Common Questions


TW- Abuse

Today I wanna talk to you about common things people ask me when they find out I’m in a DDlg dynamic.

I’ve been letting this bubble in the cauldron in my mind for a couple of days since I had coffee and hair time with the bestie and her pal. There was a lot to unpack too so I’m gonna be discussing this over multiple posts too.

It had been a while since I seen this pal of the besties. She knew about the ex cheating but didn’t know I was with my Daddy now and was asking how I was getting on. She’s a lovely lady and quite open about stuff. She asked me casually about the relationship and I said it was a BDSM relationship.

Well … Her wee face lit up and she started firing off questions like a police interrogation. She wanted to know EVERYTHING!

I get sceptical when people say this to me. “Tell me everything!” … you have to be careful as not everyone can handle everything, and they get a bit pearl clutchy after a while. Not this chick though. She had questions.

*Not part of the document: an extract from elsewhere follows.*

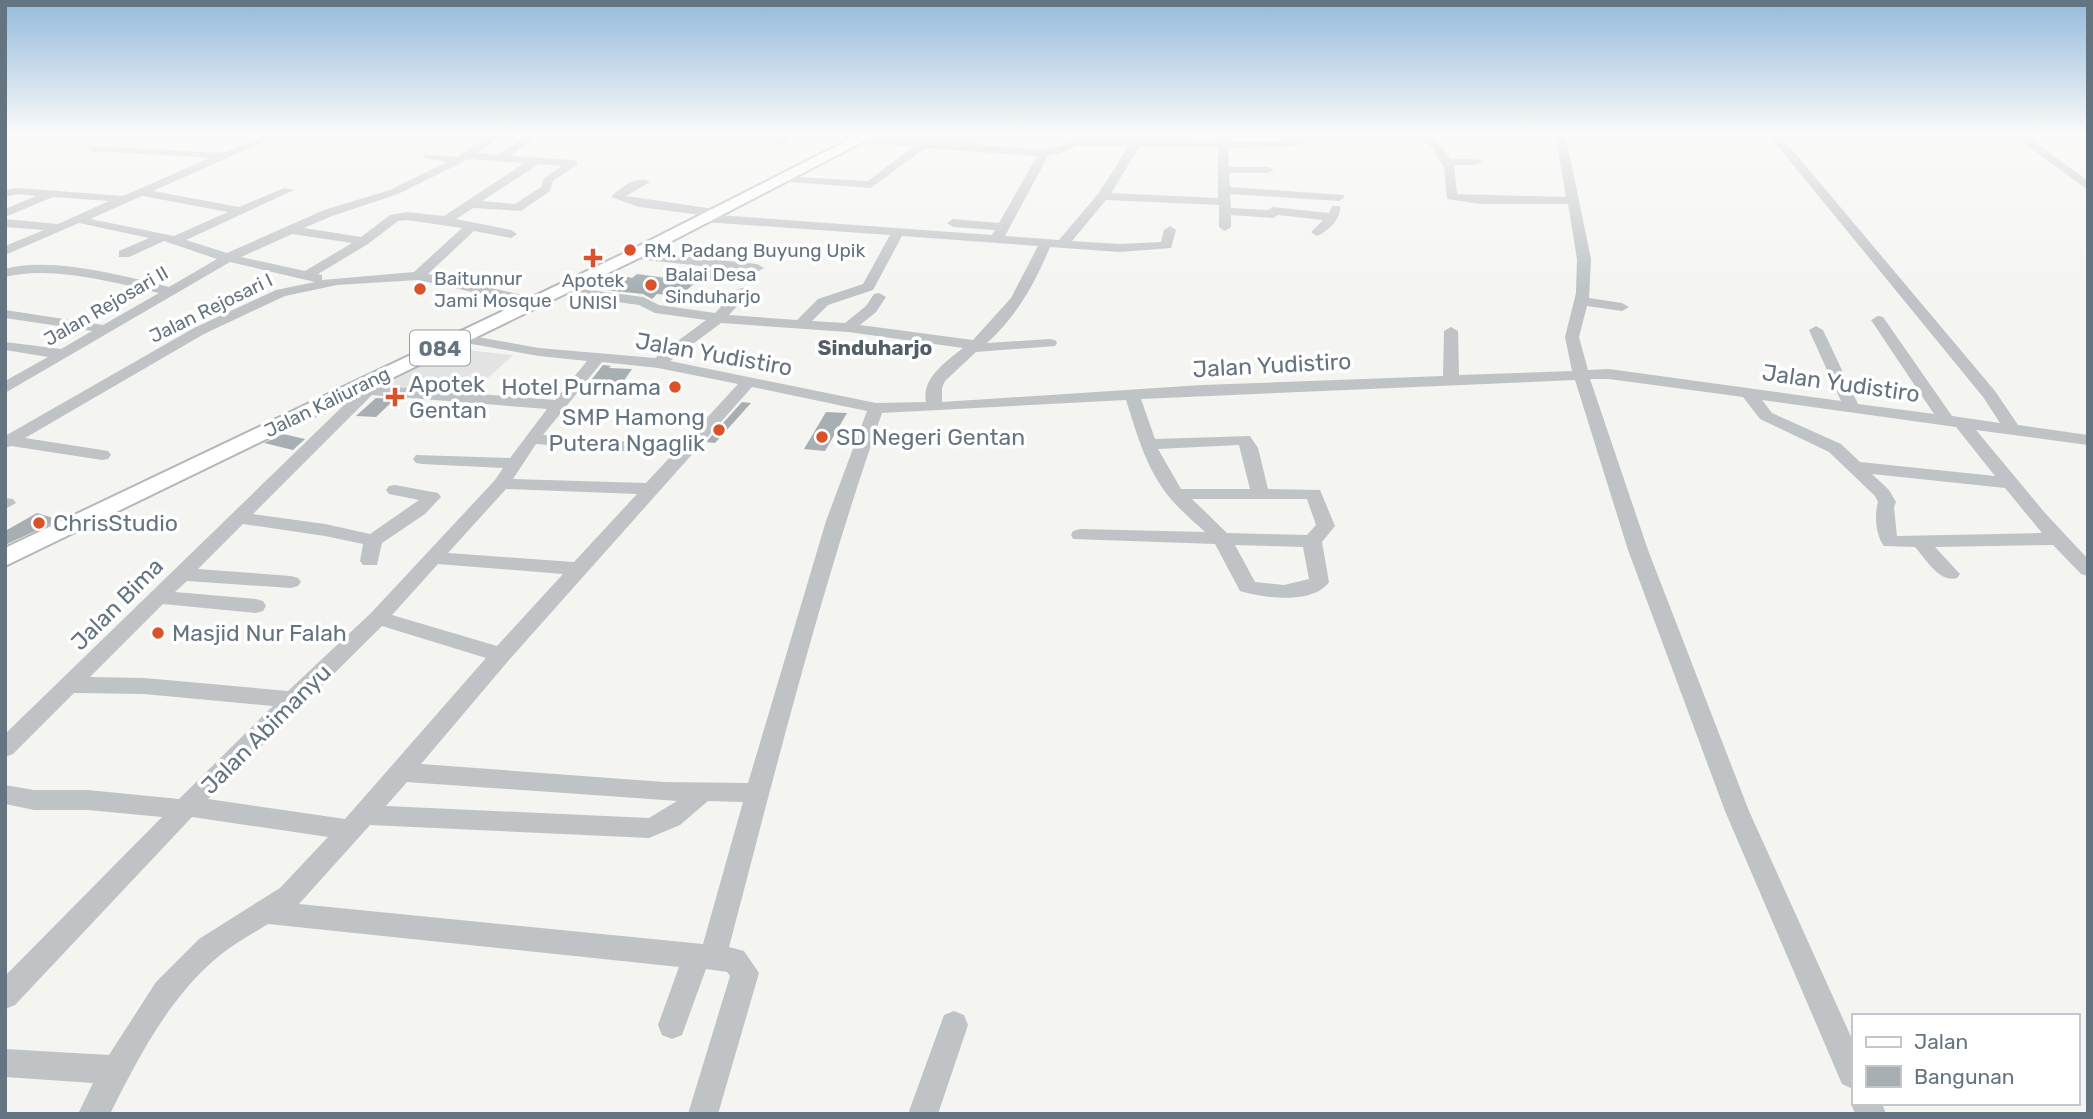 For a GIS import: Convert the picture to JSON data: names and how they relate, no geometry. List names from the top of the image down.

One thing she asked was if Daddy calls me "baby girl" does that mean I act “younger” for him during play. And a quick answer was no.

I get why she asked that and there is such a thing as age play which I'm may or may not be along those lines - its not something I am familiar with enough to say - Its not what we do. When I’m asked why I call him “Daddy”, I am prepared for the questions about incest and questioning if he’s a creep. And I very politely put them straight. Once they hear the explanation its usually an “awe I get it” moment.

So let me explain here the usually questions I get.

"Is it like incest?"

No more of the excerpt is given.